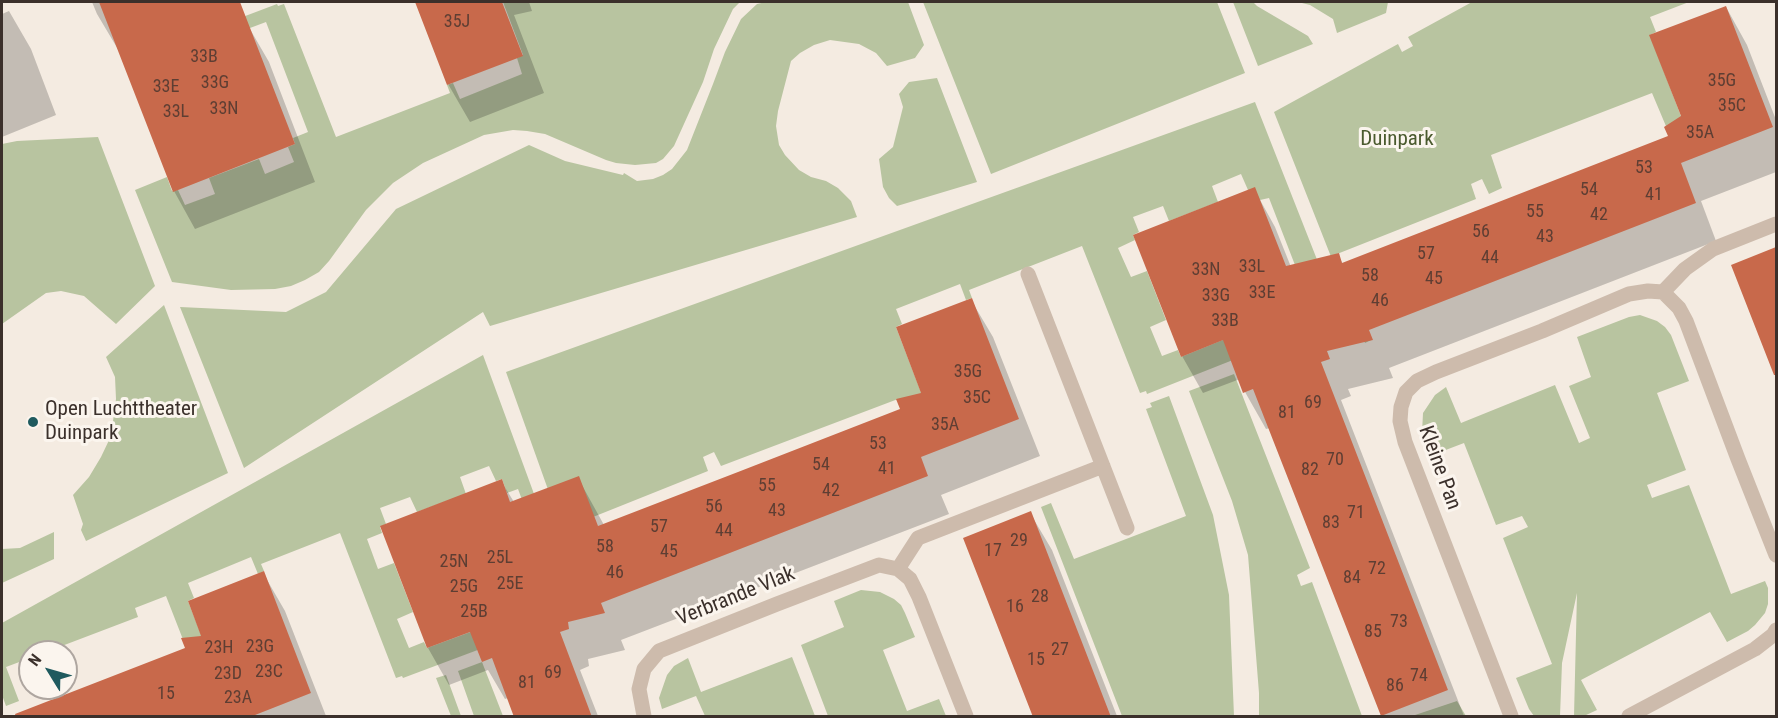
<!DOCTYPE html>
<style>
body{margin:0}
#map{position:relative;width:1778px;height:718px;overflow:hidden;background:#f4ebe1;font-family:"Roboto Condensed",sans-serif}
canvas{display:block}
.frame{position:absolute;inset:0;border:3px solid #3b302b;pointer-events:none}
.north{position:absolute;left:18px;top:640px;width:60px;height:60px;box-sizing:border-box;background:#fbf5ee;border:2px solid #aea6a0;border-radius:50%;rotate:307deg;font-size:16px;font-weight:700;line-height:24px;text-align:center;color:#3b302b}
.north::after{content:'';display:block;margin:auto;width:21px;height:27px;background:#1f5a5e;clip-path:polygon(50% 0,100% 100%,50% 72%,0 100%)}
</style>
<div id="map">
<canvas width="1778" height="718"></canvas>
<div class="frame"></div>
<div class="north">N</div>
</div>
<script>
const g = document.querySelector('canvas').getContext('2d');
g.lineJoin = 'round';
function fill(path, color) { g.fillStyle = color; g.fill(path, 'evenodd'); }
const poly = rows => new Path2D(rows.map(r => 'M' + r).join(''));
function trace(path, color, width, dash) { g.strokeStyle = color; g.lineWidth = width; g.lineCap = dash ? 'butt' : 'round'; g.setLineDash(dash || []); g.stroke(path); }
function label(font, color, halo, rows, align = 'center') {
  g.font = font + ' "Roboto Condensed",sans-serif'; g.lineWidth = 6; g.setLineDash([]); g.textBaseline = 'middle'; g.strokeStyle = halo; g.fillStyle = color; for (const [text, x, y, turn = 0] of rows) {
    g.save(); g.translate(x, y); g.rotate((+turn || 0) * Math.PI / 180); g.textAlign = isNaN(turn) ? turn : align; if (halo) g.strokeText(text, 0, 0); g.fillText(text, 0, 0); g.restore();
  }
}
fill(poly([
 [503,2,740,2,733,9,714,49,703,82,674,146,663,159,656,163,635,165,616,163,606,160,545,134,527,131,513,130,484,135,423,163,393,183,366,210,329,261,319,272,305,280,291,286,275,289,231,290,172,282,135,190,167,177,172,191,178,190,185,205,215,194,209,178,259,159,265,174,294,162,288,147,295,144,293,138,308,132,266,22,250,28,195,35,277,4,278,6,284,4,336,137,450,93,447,85,453,83,460,99,522,74,517,58,523,55],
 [766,2,908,2,924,45,915,58,887,66,876,53,859,44,830,40,814,45,800,53,791,61,778,111,776,126,779,145,785,155,799,170,811,177,826,181,838,188,851,201,857,217,490,326,483,312,244,468,180,307,286,312,326,292,396,209,529,145,565,161,623,175,624,173,637,181,653,179,663,175,672,169,687,150,713,84,725,52,741,19,757,4],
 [923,2,1217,2,1245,73,991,174],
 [1233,2,1253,2,1257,6,1308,36,1313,44,1258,66],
 [1298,2,1388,2,1386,13,1337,33,1333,19,1310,5],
 [1472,2,1689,2,1650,17,1656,32,1650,35,1687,132,1671,138,1652,93,1491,155,1502,188,1489,194,1482,179,1471,184,1476,199,1337,254,1371,340,1365,343,1274,112,1398,44,1402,52,1413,46,1408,37],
 [937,78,977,182,897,206,889,198,883,187,879,159,893,147,903,107,899,94,909,82],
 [1255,102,1340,318,1319,327,1269,198,1260,200,1248,190,1241,174,1212,186,1218,202,1169,221,1163,206,1133,217,1139,232,1133,235,1135,240,1118,248,1131,277,1147,271,1166,320,1150,327,1162,356,1178,350,1181,357,1230,337,1238,358,1147,394,1146,391,1140,393,1082,246,969,290,972,298,966,300,960,284,896,309,902,324,896,327,932,421,898,399,721,466,714,452,703,457,708,471,593,517,590,607,506,372],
 [98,137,155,286,116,324,84,296,61,291,46,293,2,324,2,144,17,141],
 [164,305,228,473,86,541,81,530,83,524,73,495,89,477,101,457,111,436,116,399,115,377,106,357],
 [1640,315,1657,321,1665,327,1671,335,1689,381,1657,393,1686,470,1647,485,1652,498,1689,485,1731,594,1765,581,1768,588,1768,604,1765,613,1755,625,1748,631,1727,642,1710,612,1581,680,1597,710,1584,716,1574,716,1577,593,1562,663,1560,716,1534,716,1529,709,1516,678,1552,664,1503,538,1528,527,1522,516,1496,525,1464,443,1430,456,1422,433,1423,413,1435,395,1446,387,1461,423,1555,385,1579,443,1590,438,1569,386,1591,377,1577,337,1629,317],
 [483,355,577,611,565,615,518,489,507,493,502,479,496,481,489,466,460,477,466,494,417,512,410,497,380,508,386,524,380,527,382,533,367,539,378,569,394,563,413,612,397,619,409,648,424,642,427,648,476,630,483,648,403,678,402,676,396,678,340,533,261,564,264,571,258,574,251,557,188,583,194,598,188,601,224,694,207,701,166,596,135,608,138,617,46,652,30,652,30,658,6,667,19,701,6,706,2,695,2,623],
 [1234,374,1310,568,1297,575,1301,586,1312,582,1362,716,1259,716,1259,693,1248,555,1232,501,1189,391],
 [1169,396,1213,515,1229,595,1234,716,1122,716,1041,507,1051,503,1074,559,1186,516,1146,409,1152,407,1150,403],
 [54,532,54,559,2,583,2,549,20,548],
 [861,590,880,592,894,599,901,605,905,613,915,637,883,650,907,711,939,699,946,716,828,716,801,645,844,627,834,601],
 [792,657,815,716,705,716,696,696,662,709,659,698,667,675,674,666,688,658,701,692],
 [482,662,503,716,474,716,458,671],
 [446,675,461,716,451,716,436,678],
 [1457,701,1466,716,1412,716]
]), '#b8c4a0');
fill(poly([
 [92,2,174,2,191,45,247,24,269,62,315,182,195,229,174,191,119,51,97,14],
 [416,2,529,2,532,11,514,15,544,93,470,122,448,84],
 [1726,7,1747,45,1776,120,1776,172,1701,201,1716,241,1389,368,1393,378,1348,389,1351,396,1341,400,1464,716,1383,716,1270,428,1266,429,1245,392,1240,379,1203,393,1182,356,1254,189,1275,227,1291,267,1338,255,1343,264,1670,137,1683,117],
 [9,11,31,49,56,115,2,137,2,14],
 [1776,249,1776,378,1733,266],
 [971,300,993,337,1040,456,941,495,949,514,621,640,625,650,588,659,589,666,580,670,598,716,516,716,508,698,505,699,488,670,449,685,428,648,501,481,514,502,578,478,604,525,902,410,923,394],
 [1030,513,1052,550,1117,716,1035,716],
 [263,573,285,611,326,716,12,716,187,649,203,637]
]), '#0003');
fill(poly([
 [99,2,240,2,295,144,173,192],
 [415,2,502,2,523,56,447,85],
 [1726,6,1773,127,1681,163,1696,203,1369,330,1373,340,1327,351,1330,359,1321,362,1448,690,1381,716,1253,389,1243,393,1223,340,1181,357,1133,235,1255,187,1286,266,1339,253,1342,263,1668,136,1664,127,1681,116,1649,35],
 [1776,247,1776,375,1774,375,1731,265],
 [972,298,1019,419,921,457,928,476,601,603,605,613,568,622,569,629,560,632,592,717,514,717,492,658,482,662,470,632,427,648,380,526,502,479,510,502,579,476,598,526,738,472,900,409,896,399,921,393,896,327],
 [1031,511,1111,717,1033,717,963,538],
 [264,571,311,693,250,717,16,717,15,714,185,648,181,638,201,636,188,601]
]), '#c8694b');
trace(poly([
 [1028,274,1127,528],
 [1663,292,1685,269,1713,249,1776,224],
 [898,569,918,538,1103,466],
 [644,716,639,689,644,669,659,651,777,604,879,565,898,569,910,579,919,597,966,716],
 [1511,716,1405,442,1400,421,1401,407,1406,392,1417,381,1436,372,1542,331,1629,294,1648,291,1663,292,1679,308,1686,321,1738,459,1776,555],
 [1629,716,1755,649,1773,635,1776,630]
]), '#cdbbac', 15);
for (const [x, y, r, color] of [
 [33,422,6,"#1f5a5e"]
]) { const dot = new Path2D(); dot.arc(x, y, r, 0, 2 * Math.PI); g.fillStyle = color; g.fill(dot); trace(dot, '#fbf5ee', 2); }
label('18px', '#5e3e33', null, [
 ["35J",457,22],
 ["33B",204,57],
 ["35G",1722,81],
 ["33G",215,83],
 ["33E",166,87],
 ["35C",1732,106],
 ["33N",224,109],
 ["33L",176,112],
 ["35A",1700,133],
 ["53",1644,168],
 ["54",1589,190],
 ["41",1654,195],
 ["55",1535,212],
 ["42",1599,215],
 ["56",1481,232],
 ["43",1545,237],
 ["57",1426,254],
 ["44",1490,258],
 ["33L",1252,267],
 ["33N",1206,270],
 ["58",1370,276],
 ["45",1434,279],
 ["33E",1262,293],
 ["33G",1216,296],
 ["46",1380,301],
 ["33B",1225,321],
 ["35G",968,372],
 ["35C",977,398],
 ["69",1313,403],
 ["81",1287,413],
 ["35A",945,425],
 ["53",878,444],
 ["70",1335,460],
 ["54",821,465],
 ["41",887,469],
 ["82",1310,470],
 ["55",767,486],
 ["42",831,491],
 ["56",714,507],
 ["43",777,511],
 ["71",1356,513],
 ["83",1331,523],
 ["57",659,527],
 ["44",724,531],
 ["29",1019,541],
 ["58",605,547],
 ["17",993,551],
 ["45",669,552],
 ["25L",500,558],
 ["25N",454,562],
 ["72",1377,569],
 ["46",615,573],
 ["84",1352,578],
 ["25E",510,584],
 ["25G",464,587],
 ["28",1040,597],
 ["16",1015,607],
 ["25B",474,612],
 ["73",1399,622],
 ["85",1373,632],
 ["23G",260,647],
 ["23H",219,648],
 ["27",1060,650],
 ["15",1036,660],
 ["23C",269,672],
 ["69",553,673],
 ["23D",228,674],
 ["74",1419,676],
 ["81",527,683],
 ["86",1395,686],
 ["15",166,694],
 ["23A",238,698]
]);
label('21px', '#4a5a2e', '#fbf5ee', [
 ["Duinpark",1397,140]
]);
label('21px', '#3b302b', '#fbf5ee', [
 ["Open Luchttheater",45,410],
 ["Duinpark",45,434]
], 'left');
label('21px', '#3b302b', '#fbf5ee', [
 ["Kleine Pan",1439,468,70],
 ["Verbrande Vlak",736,597,-22]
]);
</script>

* **WHAT TO DO**
Find the word "halo" in the entries, then copy out every line that has it.

* **RESPONSE**
function label(font, color, halo, rows, align = 'center') {
  g.font = font + ' "Roboto Condensed",sans-serif'; g.lineWidth = 6; g.setLineDash([]); g.textBaseline = 'middle'; g.strokeStyle = halo; g.fillStyle = color; for (const [text, x, y, turn = 0] of rows) {
    g.save(); g.translate(x, y); g.rotate((+turn || 0) * Math.PI / 180); g.textAlign = isNaN(turn) ? turn : align; if (halo) g.strokeText(text, 0, 0); g.fillText(text, 0, 0); g.restore();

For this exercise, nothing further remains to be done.